Après quelques années de vie commune, nous avons donc naturellement démarré les fameux "essais bébé". Nous discutions déjà ouvertement de notre future parentalité, désormais, cela devenait concret. Si les débuts ont été sans trop de prise de tête, très vite, de mon côté, j'ai compris que quelque chose n'allait pas dans mon corps. Etant en plus passé par un épisode traumatisant, quelques années auparavant (une grossesse molaire, suivie d'une tumeur trophoblastique avec chimio et complications cardiaques), j'avais un mauvais pressentiment. Charmante Compagnie, lui, restait confiant et optimiste. C'est donc moi qui, au bout d'un an, lui ai parlé de PMA. Il a tout de suite adhéré, comprenant qu'en effet, il pouvait y avoir des soucis. Dès le début, nous nous sommes serrés les coudes. 



Ce qu'il y a de "drôle", c'est que dans ce parcours, nous nous sommes protégés mutuellement. Peut-être moi, un peu plus. Inconsciemment, je souhaitais que le problème ne vienne que de moi. J'ai été on ne peut plus soulagée quand cela a été confirmé par la médecine. Je craignais tellement sa réaction, s'il apprenait sa stérilité. Non pas que je sois plus forte que lui, mais je me sentais en tout cas, plus solide que lui psychologiquement pour accepter une défaillance de mon corps. 
Voilà maintenant 2 ans que l'on vit au rythme de la PMA, des contraintes, des échecs et des réussites. Pour ma part, je me sens blindée. Je suis au cœur de l'attention de mon gynéco et de ma famille. C'est un peu comme quand on est enceinte, tout l'univers tourne autour de vous (avant de tourner autour de bébé). Je sens Charmante Compagnie plus fragile, plus sensible. J'ai eu très peur pour lui, au moment de ma dernière fausse couche. Il y croyait tellement, ça a été un véritable choc pour lui au moment de l'écho, et après. En plus, il n'a pas pu être présent au moment de mon curetage, et ça s'est ressentit sur son comportement. Il était triste, renfermé, en colère, agressif ... Désormais, c'est passé. Encore une fois, nous avons fait bloc. Encore une fois, quand l'un flanche, l'autre le réconforte, et vice-versa. On essuie les larmes de l'autre. On fait de l'humour. On fait des projets. On continue à positiver. On continue à y croire et à affronter ce qui se met entre notre chemin.

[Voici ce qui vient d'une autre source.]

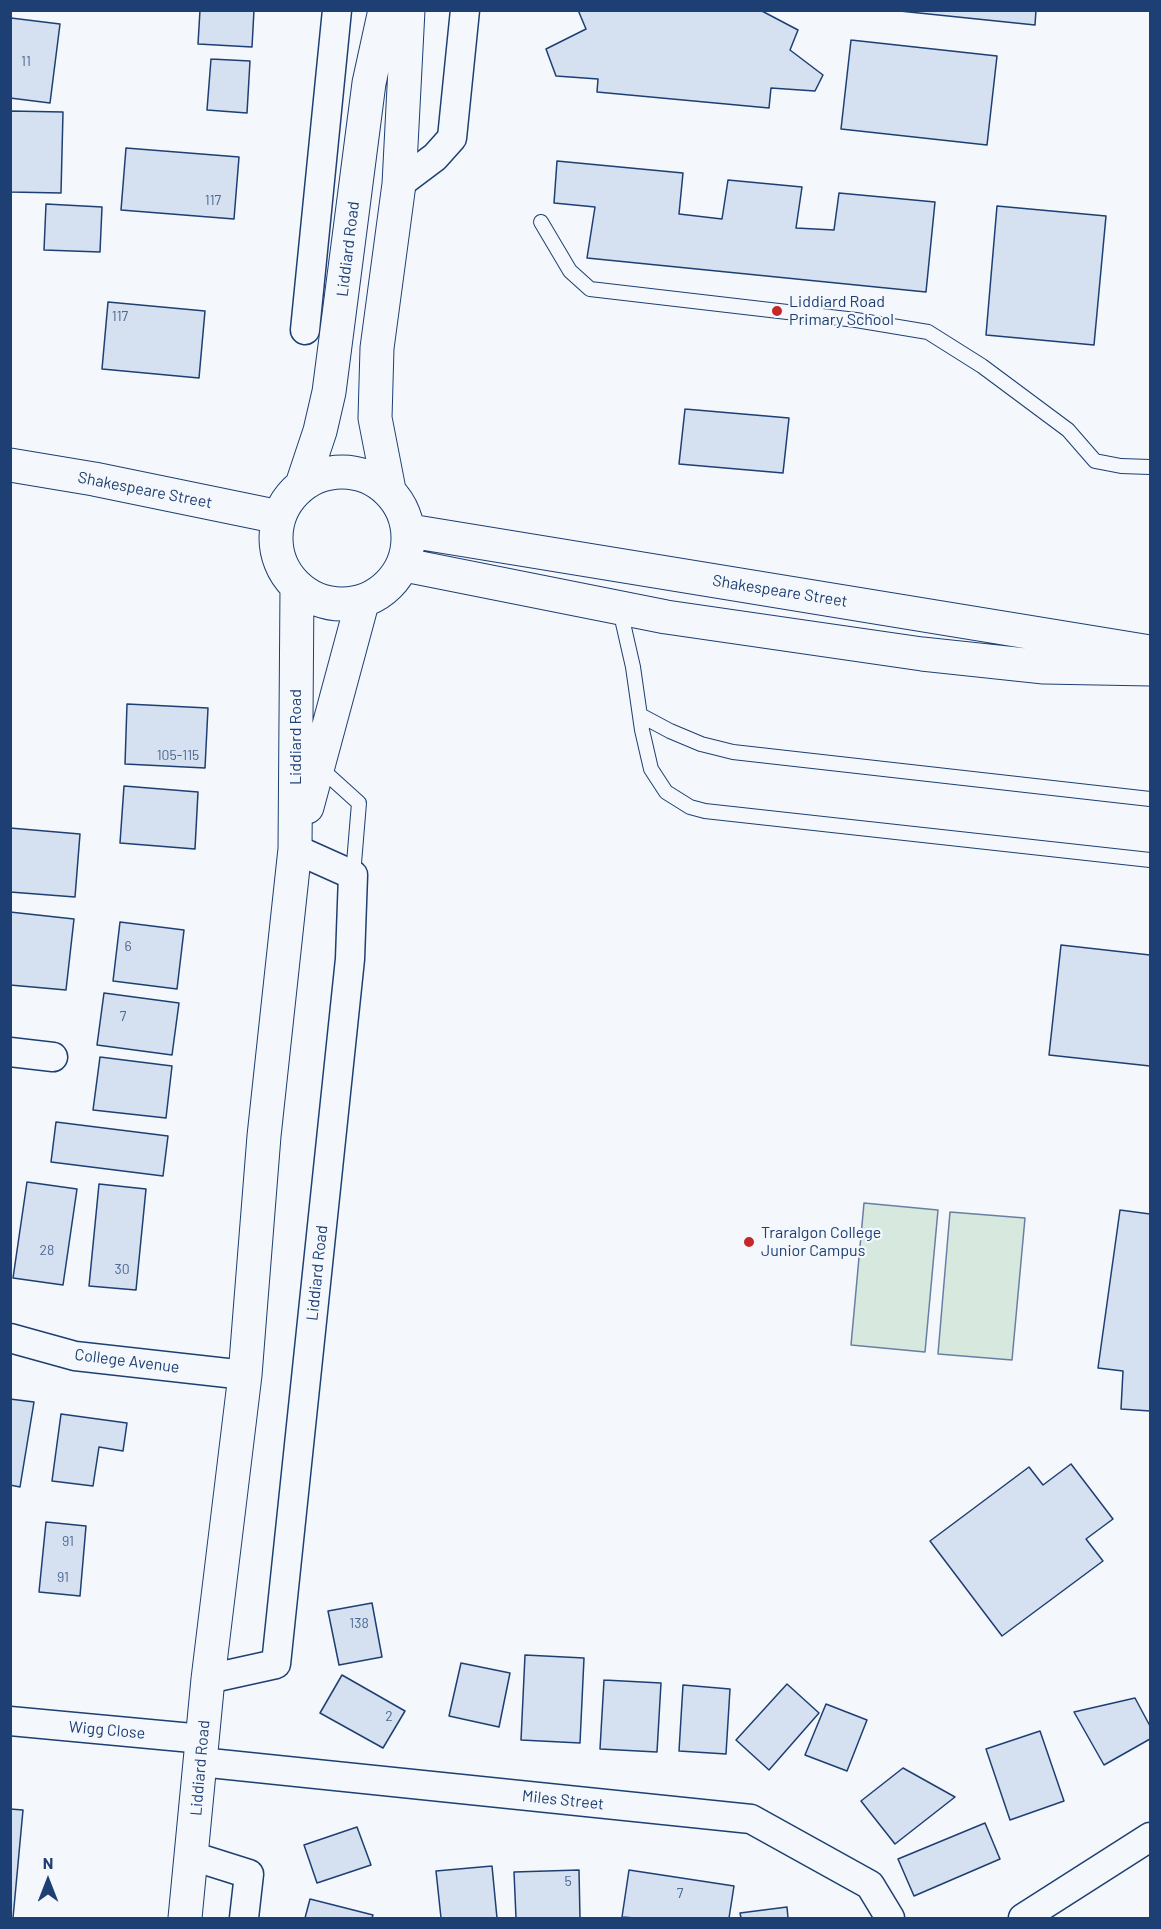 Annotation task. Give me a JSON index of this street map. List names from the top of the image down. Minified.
{"streets":{"street":["Liddiard Road","Shakespeare Street","College Avenue","Wigg Close","Miles Street"]},"crossings":[["Liddiard Road","Shakespeare Street"],["Liddiard Road","College Avenue"],["Liddiard Road","Wigg Close"],["Liddiard Road","Miles Street"],["Wigg Close","Miles Street"]],"places":["Liddiard Road Primary School","Traralgon College Junior Campus"],"house_numbers":["11","117","117","105-115","6","7","28","30","91","91","138","2","5","7"],"north":"top"}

La PMA est très dure psychologiquement pour les couples ... notamment au niveau intime ... Bizarrement, je vis beaucoup mieux la PMA depuis que nous sommes en FIV. Je ne supportais pas les simples "stimulations," où faire l'amour était devenu purement dans le but et l'espoir de réussir à procréer. Il n'y avait plus de spontanéité ou de désir, c'était devenu machinal, automatique. Tu voyais ton gynéco le matin, il te disait quand (à l'heure près) avoir un rapport. Merci, mais non merci. Avec la FIV, il y a moins tout ça ... on revit, en se disant que notre bébé se construit ailleurs. Même si les traitements fatiguent et jouent sur les hormones et donc, inévitablement, le désir, on s'en sort pas trop mal. Et pourtant, je n'aurai jamais cru ça possible avant ... Finalement, je supporte mieux le 100% médicalement assisté que le simple coup de pouce ! 
Mais au final, toute cette aventure - qui est loin d'être terminée - nous a finalement rapprochés et a consolidé notre couple. Je sais que dans certains couples, c'est l'effet inverse qui se produit et je trouve cela si dramatique. On traverse tellement d'épreuves ... C'est injuste. 
De notre côté, notre parcours nous a rendu plus fort et nous a permis de mieux nous connaître. On est bienveillants l'un envers l'autre et on peut compter sur l'autre. Cette épreuve nous a fait grandir, en tant qu'individu, en tant que couple et en tant que futurs parents. 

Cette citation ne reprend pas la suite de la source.